→ EXCERPTED DATA:
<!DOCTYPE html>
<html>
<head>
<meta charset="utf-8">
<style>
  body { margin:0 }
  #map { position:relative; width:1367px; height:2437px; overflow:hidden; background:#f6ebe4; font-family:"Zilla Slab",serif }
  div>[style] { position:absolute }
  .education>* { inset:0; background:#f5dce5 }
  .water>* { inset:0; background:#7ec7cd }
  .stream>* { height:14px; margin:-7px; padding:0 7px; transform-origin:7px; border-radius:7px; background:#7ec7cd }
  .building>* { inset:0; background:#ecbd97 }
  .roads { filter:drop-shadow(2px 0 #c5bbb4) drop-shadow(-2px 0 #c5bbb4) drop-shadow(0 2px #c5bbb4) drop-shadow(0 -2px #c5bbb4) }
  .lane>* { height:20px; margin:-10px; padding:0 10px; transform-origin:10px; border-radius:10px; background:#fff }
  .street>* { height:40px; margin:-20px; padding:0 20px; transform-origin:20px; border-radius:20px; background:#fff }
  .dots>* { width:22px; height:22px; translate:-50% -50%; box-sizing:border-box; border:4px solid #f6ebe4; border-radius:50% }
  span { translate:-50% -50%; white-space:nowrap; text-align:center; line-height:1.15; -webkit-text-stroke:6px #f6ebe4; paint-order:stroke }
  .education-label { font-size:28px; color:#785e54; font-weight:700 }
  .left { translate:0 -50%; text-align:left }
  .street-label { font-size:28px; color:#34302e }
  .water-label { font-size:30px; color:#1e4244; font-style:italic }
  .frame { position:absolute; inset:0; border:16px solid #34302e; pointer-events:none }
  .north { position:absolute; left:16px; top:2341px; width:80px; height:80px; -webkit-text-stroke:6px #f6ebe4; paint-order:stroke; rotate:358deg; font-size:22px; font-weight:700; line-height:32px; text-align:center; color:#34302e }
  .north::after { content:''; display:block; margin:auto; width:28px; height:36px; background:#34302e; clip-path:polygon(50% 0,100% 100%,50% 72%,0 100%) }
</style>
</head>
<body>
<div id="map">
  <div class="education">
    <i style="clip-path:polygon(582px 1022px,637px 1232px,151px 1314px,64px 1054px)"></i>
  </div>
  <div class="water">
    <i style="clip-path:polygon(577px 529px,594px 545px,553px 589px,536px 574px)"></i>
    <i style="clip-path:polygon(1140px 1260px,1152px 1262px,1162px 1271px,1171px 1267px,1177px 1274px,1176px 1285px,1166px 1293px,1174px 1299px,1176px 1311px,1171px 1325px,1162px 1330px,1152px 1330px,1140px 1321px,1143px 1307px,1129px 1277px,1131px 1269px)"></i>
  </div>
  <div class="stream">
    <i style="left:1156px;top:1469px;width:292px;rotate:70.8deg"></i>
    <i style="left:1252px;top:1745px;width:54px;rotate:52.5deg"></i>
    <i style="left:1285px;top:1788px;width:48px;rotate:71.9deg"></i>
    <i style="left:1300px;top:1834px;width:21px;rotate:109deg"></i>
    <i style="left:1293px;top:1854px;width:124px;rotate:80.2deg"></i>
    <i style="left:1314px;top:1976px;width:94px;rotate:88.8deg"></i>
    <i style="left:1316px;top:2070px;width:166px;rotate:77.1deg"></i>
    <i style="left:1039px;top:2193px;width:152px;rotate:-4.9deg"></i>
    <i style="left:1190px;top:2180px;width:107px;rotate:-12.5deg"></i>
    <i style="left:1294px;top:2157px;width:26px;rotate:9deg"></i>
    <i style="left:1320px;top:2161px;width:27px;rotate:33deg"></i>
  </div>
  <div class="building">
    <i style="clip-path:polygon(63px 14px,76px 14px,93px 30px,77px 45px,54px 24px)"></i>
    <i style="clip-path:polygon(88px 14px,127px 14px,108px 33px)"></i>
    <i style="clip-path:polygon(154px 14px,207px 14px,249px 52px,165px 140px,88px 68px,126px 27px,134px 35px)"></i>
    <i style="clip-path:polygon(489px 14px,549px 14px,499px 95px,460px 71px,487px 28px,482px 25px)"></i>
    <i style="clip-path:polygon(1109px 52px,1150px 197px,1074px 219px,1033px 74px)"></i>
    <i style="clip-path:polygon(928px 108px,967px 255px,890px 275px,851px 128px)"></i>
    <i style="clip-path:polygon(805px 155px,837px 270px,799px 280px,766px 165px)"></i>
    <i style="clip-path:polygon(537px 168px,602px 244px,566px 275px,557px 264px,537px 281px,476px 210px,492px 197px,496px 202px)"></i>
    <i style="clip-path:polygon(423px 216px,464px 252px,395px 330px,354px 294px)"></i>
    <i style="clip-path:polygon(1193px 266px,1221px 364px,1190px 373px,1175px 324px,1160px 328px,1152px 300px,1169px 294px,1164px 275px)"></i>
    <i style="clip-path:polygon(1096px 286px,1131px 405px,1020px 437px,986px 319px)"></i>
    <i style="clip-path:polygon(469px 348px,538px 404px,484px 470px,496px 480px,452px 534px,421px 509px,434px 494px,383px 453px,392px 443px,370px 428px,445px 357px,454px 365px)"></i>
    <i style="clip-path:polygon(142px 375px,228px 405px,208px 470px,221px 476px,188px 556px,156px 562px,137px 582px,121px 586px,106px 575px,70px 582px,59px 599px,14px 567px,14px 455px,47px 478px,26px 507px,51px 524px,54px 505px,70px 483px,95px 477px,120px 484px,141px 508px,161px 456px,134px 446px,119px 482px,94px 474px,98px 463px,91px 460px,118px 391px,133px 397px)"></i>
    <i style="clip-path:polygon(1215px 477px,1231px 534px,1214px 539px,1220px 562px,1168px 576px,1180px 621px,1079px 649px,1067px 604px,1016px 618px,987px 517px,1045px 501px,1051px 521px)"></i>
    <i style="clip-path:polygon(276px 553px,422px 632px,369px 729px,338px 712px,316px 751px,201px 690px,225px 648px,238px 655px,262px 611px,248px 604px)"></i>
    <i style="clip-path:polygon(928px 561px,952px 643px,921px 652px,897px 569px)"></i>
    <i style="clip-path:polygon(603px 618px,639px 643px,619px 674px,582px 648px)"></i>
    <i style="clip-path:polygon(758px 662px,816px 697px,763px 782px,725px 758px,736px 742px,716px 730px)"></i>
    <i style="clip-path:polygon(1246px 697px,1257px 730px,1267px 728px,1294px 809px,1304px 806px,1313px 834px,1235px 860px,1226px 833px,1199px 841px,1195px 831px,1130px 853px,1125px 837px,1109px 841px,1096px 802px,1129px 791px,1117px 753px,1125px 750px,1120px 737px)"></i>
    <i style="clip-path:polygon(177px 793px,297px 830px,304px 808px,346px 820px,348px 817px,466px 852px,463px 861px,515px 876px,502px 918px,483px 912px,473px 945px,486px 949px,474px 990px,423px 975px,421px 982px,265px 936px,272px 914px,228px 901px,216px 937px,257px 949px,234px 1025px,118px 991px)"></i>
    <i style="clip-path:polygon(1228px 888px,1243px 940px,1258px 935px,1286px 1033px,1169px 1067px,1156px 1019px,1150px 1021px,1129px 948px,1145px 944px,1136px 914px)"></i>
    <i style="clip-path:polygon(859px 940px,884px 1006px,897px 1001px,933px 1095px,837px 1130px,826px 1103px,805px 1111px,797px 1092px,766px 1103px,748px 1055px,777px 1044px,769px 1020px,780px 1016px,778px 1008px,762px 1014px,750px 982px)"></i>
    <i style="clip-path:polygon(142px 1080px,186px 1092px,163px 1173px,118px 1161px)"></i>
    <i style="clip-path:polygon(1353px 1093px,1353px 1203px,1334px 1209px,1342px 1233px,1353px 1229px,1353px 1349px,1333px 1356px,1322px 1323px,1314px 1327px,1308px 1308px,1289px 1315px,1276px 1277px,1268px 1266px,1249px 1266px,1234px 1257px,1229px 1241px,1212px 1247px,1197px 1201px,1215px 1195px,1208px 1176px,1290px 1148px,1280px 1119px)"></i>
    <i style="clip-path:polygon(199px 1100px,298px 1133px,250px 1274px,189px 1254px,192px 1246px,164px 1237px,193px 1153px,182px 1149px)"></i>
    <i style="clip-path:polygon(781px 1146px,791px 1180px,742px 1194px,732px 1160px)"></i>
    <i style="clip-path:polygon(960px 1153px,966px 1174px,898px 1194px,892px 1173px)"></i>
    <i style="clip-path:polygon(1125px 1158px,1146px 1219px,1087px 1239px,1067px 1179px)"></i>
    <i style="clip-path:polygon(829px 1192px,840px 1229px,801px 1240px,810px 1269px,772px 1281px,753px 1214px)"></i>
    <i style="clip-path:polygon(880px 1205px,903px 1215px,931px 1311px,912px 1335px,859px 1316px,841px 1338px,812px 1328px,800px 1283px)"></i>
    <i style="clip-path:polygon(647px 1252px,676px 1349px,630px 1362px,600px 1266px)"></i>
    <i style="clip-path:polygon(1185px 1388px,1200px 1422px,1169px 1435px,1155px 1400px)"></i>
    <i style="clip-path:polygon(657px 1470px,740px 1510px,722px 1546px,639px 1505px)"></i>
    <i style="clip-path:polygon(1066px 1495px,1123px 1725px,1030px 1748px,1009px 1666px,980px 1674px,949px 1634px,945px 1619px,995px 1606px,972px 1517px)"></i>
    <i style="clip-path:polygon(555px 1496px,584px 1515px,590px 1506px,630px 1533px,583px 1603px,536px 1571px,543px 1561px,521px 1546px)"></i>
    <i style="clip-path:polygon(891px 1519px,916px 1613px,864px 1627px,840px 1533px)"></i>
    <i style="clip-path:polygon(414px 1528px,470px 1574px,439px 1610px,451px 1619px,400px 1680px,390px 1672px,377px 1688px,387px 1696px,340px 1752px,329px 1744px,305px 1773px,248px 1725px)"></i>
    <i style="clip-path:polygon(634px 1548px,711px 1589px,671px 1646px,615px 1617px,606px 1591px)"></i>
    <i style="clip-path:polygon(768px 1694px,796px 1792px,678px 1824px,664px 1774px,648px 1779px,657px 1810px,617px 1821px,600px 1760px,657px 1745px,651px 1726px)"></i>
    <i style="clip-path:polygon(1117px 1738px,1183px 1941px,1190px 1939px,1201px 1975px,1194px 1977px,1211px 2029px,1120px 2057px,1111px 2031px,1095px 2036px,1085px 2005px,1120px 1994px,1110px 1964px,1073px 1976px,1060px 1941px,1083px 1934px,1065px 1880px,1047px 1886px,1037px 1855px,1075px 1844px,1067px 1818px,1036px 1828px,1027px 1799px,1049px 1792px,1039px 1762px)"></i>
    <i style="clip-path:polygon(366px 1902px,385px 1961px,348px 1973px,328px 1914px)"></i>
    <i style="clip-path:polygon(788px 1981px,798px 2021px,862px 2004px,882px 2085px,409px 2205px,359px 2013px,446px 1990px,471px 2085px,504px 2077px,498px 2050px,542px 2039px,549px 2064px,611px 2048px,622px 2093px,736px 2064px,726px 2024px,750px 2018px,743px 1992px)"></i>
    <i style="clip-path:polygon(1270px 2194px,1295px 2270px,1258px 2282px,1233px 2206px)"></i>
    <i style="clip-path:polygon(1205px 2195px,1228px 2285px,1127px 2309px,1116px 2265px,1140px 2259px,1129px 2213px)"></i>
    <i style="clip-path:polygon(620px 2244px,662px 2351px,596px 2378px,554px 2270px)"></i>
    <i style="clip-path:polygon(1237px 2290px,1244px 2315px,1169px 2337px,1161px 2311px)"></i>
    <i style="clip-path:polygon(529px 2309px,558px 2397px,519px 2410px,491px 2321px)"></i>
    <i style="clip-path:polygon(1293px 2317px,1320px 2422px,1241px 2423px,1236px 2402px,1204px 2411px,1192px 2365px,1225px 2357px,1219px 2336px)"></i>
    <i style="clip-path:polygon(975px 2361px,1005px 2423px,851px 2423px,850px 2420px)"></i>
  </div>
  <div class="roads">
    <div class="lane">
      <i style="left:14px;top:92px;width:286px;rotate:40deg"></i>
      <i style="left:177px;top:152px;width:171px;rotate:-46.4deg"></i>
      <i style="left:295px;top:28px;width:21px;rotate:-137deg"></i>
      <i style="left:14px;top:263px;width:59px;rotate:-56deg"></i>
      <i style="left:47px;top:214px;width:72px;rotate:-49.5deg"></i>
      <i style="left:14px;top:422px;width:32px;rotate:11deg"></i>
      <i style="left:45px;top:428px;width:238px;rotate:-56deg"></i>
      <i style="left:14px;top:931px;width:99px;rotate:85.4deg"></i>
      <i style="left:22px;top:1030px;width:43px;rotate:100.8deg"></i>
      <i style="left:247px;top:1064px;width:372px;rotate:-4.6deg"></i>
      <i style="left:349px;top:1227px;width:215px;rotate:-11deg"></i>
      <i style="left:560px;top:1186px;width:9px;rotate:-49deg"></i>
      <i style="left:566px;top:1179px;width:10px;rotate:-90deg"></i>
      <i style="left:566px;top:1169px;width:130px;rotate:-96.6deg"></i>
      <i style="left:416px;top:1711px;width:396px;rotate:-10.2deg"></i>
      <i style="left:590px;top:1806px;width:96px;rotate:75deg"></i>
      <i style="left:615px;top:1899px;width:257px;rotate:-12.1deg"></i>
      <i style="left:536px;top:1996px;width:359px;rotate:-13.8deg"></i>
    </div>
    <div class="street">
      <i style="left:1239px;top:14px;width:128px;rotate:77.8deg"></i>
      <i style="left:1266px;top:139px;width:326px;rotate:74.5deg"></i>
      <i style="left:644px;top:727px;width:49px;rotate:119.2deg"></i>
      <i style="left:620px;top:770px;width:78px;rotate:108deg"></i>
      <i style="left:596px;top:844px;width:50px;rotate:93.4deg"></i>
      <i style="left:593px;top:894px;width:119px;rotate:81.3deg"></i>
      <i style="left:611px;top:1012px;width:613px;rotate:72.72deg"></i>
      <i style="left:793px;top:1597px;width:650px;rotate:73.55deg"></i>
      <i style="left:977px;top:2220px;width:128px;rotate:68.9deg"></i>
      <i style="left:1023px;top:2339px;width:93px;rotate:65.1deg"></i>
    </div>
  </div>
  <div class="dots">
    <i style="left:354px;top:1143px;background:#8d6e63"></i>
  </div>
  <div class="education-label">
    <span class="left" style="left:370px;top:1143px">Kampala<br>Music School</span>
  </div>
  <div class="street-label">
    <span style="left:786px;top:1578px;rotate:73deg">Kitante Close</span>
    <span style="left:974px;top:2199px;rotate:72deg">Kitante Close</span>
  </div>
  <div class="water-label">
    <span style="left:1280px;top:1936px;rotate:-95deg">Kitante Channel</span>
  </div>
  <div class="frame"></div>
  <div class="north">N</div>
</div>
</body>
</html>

--

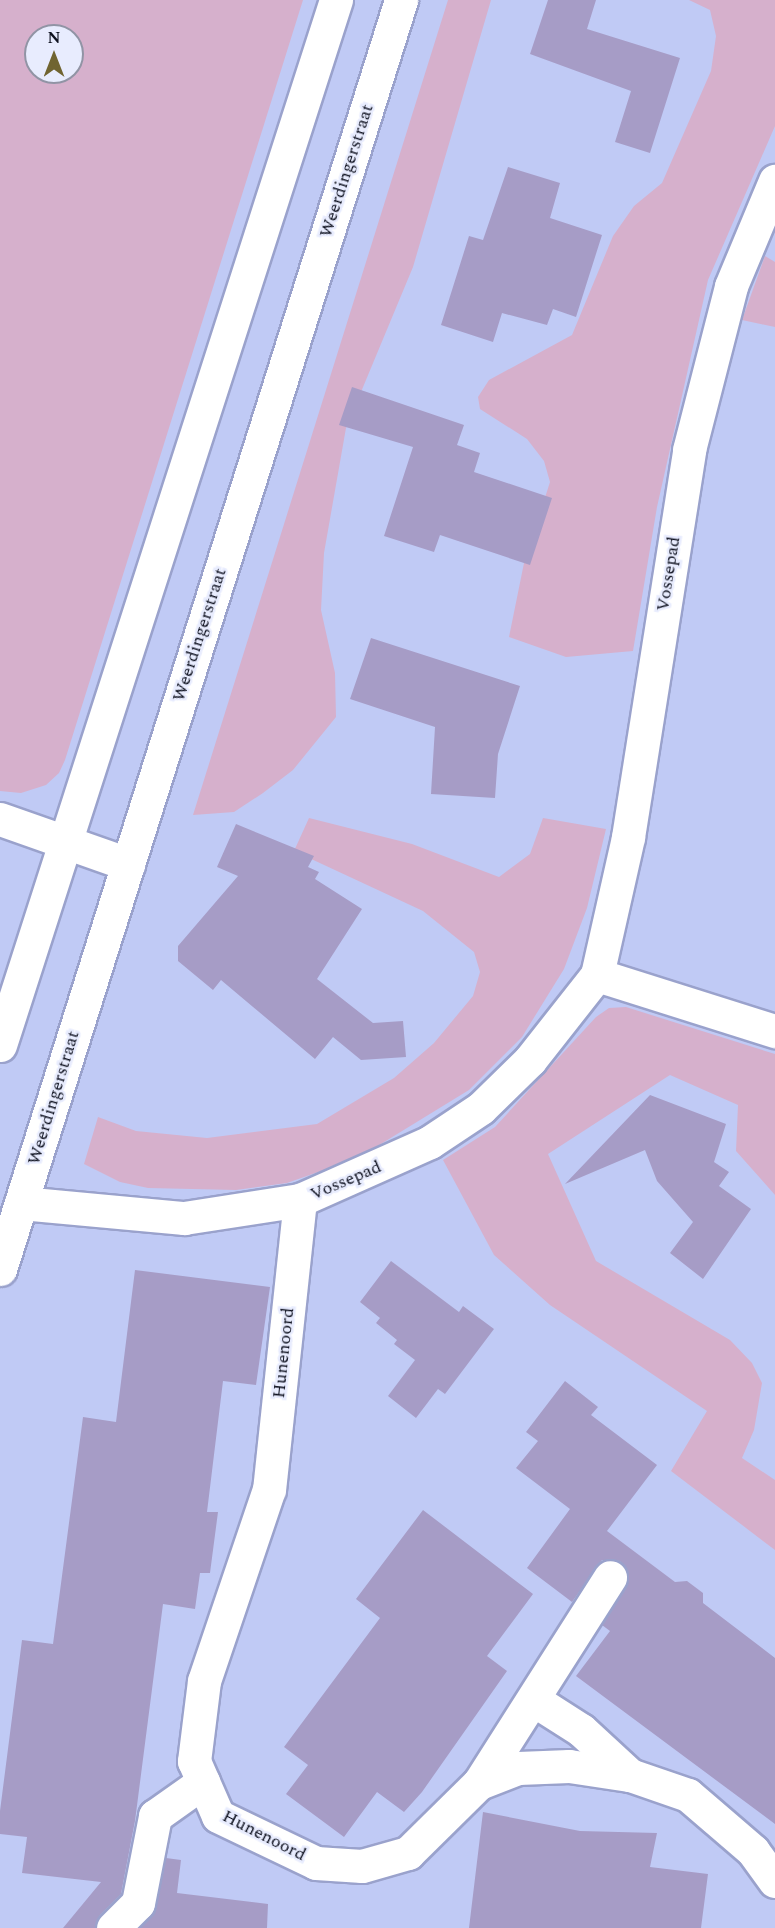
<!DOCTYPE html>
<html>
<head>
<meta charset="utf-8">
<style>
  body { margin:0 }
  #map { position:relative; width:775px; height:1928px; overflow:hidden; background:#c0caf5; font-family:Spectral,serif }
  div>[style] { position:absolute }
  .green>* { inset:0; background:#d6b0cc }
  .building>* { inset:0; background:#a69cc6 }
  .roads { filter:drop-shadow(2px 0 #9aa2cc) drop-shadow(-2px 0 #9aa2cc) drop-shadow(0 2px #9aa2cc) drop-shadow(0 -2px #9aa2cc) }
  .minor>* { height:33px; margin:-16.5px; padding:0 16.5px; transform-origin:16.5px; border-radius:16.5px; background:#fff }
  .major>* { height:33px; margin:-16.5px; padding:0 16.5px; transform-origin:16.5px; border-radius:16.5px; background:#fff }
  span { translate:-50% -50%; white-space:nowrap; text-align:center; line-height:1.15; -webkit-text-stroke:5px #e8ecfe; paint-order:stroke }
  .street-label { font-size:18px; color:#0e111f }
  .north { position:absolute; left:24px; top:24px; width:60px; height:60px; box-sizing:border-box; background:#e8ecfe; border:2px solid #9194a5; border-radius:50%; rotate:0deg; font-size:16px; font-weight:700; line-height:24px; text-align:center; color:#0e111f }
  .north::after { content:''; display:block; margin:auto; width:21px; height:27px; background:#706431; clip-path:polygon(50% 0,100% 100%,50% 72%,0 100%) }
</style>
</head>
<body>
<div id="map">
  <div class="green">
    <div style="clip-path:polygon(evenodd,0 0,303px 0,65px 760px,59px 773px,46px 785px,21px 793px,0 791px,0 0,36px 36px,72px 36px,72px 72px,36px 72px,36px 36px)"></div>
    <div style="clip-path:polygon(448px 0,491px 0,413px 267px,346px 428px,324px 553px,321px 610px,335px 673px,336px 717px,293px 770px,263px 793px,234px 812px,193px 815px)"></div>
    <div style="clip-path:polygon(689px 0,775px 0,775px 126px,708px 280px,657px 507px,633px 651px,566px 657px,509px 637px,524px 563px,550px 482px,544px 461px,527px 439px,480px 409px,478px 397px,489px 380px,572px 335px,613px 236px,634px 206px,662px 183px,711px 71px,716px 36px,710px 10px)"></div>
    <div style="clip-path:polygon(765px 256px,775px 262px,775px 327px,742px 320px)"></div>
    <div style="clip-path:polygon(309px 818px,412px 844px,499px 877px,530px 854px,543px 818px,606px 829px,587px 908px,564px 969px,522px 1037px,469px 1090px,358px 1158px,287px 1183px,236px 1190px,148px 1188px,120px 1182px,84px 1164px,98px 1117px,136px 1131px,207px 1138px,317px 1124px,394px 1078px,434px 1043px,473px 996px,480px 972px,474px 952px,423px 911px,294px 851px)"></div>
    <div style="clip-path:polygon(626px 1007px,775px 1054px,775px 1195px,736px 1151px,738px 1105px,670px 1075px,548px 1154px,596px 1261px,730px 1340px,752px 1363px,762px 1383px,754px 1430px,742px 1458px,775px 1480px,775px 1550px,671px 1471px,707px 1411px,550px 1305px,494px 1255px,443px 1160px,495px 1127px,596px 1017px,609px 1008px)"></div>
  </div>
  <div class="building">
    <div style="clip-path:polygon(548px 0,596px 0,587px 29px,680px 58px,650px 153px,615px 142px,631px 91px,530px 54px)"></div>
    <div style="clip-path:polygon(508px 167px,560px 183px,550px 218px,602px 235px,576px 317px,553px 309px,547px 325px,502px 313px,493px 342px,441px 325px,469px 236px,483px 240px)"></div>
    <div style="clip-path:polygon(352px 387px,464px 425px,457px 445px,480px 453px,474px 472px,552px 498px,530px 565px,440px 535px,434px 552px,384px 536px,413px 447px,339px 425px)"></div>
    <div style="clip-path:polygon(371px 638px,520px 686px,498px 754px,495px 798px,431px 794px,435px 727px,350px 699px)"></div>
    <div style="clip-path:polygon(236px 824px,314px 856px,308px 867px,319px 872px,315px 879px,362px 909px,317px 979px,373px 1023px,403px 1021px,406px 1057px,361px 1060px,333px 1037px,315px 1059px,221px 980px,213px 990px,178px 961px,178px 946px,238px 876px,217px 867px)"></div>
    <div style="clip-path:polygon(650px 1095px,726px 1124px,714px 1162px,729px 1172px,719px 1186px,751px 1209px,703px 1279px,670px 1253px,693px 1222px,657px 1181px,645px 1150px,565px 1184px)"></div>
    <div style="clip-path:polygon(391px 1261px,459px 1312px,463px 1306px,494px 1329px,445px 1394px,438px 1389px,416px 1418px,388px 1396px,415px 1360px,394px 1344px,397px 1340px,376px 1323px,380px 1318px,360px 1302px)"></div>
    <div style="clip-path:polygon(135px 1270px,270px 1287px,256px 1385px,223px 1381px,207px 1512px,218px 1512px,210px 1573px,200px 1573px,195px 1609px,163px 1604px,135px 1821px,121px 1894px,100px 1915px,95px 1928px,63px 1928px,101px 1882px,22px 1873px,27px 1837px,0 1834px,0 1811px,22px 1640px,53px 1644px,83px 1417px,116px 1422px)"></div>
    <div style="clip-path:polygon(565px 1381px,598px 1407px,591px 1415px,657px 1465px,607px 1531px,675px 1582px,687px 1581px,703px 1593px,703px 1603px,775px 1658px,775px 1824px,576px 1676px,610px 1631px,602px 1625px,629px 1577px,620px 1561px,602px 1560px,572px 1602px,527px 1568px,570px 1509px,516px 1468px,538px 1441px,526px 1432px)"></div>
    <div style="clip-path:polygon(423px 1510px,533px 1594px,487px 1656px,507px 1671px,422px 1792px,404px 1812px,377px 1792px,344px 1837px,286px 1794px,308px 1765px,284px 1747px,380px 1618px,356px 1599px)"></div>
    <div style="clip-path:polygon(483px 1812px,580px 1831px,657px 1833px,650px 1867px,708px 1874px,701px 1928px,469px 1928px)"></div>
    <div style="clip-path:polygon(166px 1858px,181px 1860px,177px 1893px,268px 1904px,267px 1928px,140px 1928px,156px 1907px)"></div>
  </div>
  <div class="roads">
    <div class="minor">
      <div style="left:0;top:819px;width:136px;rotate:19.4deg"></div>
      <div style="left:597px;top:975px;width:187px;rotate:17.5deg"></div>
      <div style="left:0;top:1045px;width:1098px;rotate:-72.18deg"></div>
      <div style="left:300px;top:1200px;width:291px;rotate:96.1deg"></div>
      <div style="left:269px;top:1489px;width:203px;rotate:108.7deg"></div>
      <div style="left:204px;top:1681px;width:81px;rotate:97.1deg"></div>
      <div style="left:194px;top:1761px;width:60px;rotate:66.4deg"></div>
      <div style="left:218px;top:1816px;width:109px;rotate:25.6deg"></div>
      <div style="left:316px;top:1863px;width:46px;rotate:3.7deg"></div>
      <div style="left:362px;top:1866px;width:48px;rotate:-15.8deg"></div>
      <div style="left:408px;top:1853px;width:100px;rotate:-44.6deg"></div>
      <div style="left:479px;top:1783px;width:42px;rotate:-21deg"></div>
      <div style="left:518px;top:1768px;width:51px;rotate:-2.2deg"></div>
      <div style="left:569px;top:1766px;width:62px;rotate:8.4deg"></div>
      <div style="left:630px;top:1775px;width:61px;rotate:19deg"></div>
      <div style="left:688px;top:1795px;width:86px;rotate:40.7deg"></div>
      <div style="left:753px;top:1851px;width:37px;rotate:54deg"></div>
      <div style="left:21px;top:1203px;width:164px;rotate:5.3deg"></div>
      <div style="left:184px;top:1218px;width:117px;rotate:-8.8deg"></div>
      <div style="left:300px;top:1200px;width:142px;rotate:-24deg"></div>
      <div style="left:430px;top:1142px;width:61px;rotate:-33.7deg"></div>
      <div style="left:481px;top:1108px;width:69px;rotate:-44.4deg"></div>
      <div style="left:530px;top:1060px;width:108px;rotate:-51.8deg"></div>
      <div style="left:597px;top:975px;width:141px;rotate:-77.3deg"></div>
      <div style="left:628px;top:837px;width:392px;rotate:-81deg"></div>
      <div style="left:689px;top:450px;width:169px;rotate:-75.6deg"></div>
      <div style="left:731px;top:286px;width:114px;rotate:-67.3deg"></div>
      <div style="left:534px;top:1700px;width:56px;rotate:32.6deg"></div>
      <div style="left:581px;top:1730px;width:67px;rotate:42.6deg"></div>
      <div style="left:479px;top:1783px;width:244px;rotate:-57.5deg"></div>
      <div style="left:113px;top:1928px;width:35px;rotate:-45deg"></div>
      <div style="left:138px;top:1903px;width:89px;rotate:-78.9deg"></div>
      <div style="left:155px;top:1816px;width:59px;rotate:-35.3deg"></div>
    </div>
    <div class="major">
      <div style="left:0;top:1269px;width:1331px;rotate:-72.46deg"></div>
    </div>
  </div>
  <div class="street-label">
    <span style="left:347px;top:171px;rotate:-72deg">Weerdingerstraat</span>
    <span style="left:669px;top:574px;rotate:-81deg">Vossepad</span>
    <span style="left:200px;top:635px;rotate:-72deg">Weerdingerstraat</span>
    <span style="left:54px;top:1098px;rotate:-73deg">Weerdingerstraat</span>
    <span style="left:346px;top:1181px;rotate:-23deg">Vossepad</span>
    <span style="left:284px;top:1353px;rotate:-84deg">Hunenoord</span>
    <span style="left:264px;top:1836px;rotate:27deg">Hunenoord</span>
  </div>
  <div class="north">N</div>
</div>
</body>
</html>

→ TASK ITEM:
Copy out each line of the entries that holds "family".

→ ANSWER FOR THE TASK:
  #map { position:relative; width:1367px; height:2437px; overflow:hidden; background:#f6ebe4; font-family:"Zilla Slab",serif }
  #map { position:relative; width:775px; height:1928px; overflow:hidden; background:#c0caf5; font-family:Spectral,serif }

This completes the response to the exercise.